ACTIVITY: Which lines run from the one containing "Annotate this image: name" through the end of the entries? Restate them word for word, and only those.

Collected data entries:
--------------------------------

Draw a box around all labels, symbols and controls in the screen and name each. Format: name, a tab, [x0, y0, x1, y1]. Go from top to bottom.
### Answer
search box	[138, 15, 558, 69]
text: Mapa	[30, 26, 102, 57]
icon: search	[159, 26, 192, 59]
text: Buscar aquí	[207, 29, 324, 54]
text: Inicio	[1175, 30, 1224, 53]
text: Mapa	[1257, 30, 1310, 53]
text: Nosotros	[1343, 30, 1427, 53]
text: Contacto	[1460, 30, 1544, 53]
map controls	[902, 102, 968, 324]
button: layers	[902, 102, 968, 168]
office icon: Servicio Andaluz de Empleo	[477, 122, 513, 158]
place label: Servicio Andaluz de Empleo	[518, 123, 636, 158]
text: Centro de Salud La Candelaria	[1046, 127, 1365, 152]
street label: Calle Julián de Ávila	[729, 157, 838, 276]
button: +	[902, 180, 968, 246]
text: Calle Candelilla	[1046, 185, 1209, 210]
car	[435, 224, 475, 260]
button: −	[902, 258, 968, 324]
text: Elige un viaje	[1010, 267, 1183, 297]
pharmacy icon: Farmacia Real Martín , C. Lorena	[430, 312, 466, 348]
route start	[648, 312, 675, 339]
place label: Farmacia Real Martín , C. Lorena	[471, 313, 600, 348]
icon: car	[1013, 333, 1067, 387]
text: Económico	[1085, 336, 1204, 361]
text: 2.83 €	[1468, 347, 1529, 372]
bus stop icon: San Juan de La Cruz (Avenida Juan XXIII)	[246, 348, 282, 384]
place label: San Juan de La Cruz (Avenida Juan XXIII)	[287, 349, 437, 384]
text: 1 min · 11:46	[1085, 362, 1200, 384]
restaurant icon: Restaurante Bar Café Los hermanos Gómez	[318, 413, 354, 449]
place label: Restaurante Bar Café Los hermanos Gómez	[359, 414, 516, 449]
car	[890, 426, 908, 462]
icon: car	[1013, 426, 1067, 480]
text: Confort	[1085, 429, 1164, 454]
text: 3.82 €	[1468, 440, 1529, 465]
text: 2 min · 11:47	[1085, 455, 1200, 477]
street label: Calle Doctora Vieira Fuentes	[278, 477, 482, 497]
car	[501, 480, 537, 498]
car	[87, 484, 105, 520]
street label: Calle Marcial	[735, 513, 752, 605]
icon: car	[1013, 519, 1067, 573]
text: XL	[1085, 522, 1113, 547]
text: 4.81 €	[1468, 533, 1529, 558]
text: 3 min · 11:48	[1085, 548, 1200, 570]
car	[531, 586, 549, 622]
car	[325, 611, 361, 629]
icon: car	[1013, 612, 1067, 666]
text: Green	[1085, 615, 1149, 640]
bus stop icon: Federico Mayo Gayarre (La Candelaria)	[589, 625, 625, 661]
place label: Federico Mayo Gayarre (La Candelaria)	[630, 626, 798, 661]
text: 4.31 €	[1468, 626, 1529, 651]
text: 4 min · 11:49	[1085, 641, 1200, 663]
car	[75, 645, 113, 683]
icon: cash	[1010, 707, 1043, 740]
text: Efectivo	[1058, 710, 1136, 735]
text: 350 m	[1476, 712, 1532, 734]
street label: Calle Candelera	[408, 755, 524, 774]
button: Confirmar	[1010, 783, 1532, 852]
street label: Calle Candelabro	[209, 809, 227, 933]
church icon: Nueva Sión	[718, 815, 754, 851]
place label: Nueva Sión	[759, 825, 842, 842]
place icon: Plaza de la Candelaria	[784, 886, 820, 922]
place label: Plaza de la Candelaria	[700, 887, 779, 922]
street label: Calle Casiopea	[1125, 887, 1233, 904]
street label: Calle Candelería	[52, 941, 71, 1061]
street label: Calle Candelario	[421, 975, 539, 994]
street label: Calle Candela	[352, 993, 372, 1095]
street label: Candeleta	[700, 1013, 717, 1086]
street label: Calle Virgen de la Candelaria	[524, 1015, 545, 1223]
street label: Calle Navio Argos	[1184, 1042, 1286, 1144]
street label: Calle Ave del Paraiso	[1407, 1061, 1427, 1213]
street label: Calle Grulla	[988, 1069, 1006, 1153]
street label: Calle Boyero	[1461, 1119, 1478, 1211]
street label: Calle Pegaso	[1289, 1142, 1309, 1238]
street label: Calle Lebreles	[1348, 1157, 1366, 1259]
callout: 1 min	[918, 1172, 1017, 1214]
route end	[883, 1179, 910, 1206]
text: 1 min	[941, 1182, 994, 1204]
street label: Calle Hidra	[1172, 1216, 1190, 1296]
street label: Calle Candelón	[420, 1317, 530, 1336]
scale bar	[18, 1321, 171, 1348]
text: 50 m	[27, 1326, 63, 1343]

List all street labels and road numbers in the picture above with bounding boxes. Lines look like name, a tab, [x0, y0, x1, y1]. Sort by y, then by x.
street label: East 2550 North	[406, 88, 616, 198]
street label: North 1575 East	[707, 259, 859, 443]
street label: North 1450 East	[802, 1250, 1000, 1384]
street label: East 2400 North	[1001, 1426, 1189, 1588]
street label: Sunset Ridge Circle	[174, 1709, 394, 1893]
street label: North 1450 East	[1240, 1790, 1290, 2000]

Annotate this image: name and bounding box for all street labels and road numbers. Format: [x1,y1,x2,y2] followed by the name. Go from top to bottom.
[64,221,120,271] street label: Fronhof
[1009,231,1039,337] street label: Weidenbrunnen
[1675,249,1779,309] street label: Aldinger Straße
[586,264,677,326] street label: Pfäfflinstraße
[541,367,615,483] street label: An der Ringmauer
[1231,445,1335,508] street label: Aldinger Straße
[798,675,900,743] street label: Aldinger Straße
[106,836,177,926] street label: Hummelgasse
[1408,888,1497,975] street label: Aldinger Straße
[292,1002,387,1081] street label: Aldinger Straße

--------------------------------

RESPONSE FOR THIS EXERCISE:
Annotate this image: name and bounding box for all street labels and road numbers. Format: [x1,y1,x2,y2] followed by the name. Go from top to bottom.
[64,221,120,271] street label: Fronhof
[1009,231,1039,337] street label: Weidenbrunnen
[1675,249,1779,309] street label: Aldinger Straße
[586,264,677,326] street label: Pfäfflinstraße
[541,367,615,483] street label: An der Ringmauer
[1231,445,1335,508] street label: Aldinger Straße
[798,675,900,743] street label: Aldinger Straße
[106,836,177,926] street label: Hummelgasse
[1408,888,1497,975] street label: Aldinger Straße
[292,1002,387,1081] street label: Aldinger Straße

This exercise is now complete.